*** Opening of Dataset records ***
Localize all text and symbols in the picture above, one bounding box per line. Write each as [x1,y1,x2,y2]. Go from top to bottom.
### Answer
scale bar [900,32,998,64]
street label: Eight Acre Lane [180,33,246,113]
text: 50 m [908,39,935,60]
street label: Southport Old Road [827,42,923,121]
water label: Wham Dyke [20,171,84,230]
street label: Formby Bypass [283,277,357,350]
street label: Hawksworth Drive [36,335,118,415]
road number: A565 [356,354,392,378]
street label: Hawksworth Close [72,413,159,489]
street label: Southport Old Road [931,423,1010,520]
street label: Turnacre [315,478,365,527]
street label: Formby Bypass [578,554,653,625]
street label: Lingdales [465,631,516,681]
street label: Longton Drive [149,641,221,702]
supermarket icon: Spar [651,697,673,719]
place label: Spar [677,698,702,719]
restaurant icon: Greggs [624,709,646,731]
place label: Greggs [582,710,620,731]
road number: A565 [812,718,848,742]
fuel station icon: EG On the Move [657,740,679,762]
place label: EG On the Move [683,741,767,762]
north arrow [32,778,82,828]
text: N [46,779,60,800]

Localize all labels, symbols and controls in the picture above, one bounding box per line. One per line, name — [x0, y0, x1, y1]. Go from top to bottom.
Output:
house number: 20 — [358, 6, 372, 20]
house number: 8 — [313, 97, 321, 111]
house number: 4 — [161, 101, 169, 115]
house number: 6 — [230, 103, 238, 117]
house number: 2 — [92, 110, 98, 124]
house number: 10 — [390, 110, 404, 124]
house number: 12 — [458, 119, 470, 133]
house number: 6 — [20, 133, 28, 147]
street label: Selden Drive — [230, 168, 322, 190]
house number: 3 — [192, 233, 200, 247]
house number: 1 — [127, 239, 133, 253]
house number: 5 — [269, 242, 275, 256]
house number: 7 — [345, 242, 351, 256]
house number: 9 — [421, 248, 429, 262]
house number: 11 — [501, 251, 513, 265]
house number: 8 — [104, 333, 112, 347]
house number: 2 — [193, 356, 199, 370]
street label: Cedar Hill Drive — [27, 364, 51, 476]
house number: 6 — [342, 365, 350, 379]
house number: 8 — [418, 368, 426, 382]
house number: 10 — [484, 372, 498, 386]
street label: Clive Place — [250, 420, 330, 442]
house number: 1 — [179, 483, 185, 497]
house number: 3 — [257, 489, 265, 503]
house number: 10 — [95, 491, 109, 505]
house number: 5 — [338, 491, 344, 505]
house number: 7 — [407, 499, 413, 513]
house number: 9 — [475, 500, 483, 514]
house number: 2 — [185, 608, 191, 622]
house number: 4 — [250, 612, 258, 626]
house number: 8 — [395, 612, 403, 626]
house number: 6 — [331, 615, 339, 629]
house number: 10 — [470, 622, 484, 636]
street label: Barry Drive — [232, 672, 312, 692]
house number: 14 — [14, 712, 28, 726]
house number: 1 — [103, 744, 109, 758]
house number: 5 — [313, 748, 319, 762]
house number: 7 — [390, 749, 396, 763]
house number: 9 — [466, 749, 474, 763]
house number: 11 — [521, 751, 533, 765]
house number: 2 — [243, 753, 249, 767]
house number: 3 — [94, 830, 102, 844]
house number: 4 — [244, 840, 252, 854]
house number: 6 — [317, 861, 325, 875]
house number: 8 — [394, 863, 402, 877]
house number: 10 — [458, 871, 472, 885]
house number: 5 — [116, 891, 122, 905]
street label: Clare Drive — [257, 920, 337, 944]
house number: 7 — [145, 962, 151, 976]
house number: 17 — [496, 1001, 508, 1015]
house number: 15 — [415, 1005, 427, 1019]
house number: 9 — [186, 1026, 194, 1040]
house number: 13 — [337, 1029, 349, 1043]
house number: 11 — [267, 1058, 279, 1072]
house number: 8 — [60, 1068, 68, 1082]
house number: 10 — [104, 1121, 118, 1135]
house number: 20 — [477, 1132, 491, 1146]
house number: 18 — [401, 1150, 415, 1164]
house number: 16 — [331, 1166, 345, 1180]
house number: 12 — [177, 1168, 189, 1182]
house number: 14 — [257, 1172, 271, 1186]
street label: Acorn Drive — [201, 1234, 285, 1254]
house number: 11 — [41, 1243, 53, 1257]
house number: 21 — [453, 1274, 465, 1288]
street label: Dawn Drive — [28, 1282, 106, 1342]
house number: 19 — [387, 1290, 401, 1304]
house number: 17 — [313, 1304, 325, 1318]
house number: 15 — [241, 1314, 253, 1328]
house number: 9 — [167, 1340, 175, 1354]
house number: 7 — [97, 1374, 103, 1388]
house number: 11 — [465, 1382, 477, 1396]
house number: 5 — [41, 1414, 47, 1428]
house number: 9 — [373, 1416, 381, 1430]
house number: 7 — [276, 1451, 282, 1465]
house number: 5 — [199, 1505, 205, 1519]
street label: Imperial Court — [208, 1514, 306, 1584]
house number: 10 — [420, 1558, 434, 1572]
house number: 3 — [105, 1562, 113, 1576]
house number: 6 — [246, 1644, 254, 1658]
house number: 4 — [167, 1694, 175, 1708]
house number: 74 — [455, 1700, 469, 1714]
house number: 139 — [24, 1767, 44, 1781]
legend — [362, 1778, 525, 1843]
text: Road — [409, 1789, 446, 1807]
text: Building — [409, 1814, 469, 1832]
*** Close of Dataset records ***
## Work request
Your task is to gather all lines from the entries above that hold the word "symbols".

## Answer space
Localize all text and symbols in the picture above, one bounding box per line. Write each as [x1,y1,x2,y2]. Go from top to bottom.
Localize all labels, symbols and controls in the picture above, one bounding box per line. One per line, name — [x0, y0, x1, y1]. Go from top to bottom.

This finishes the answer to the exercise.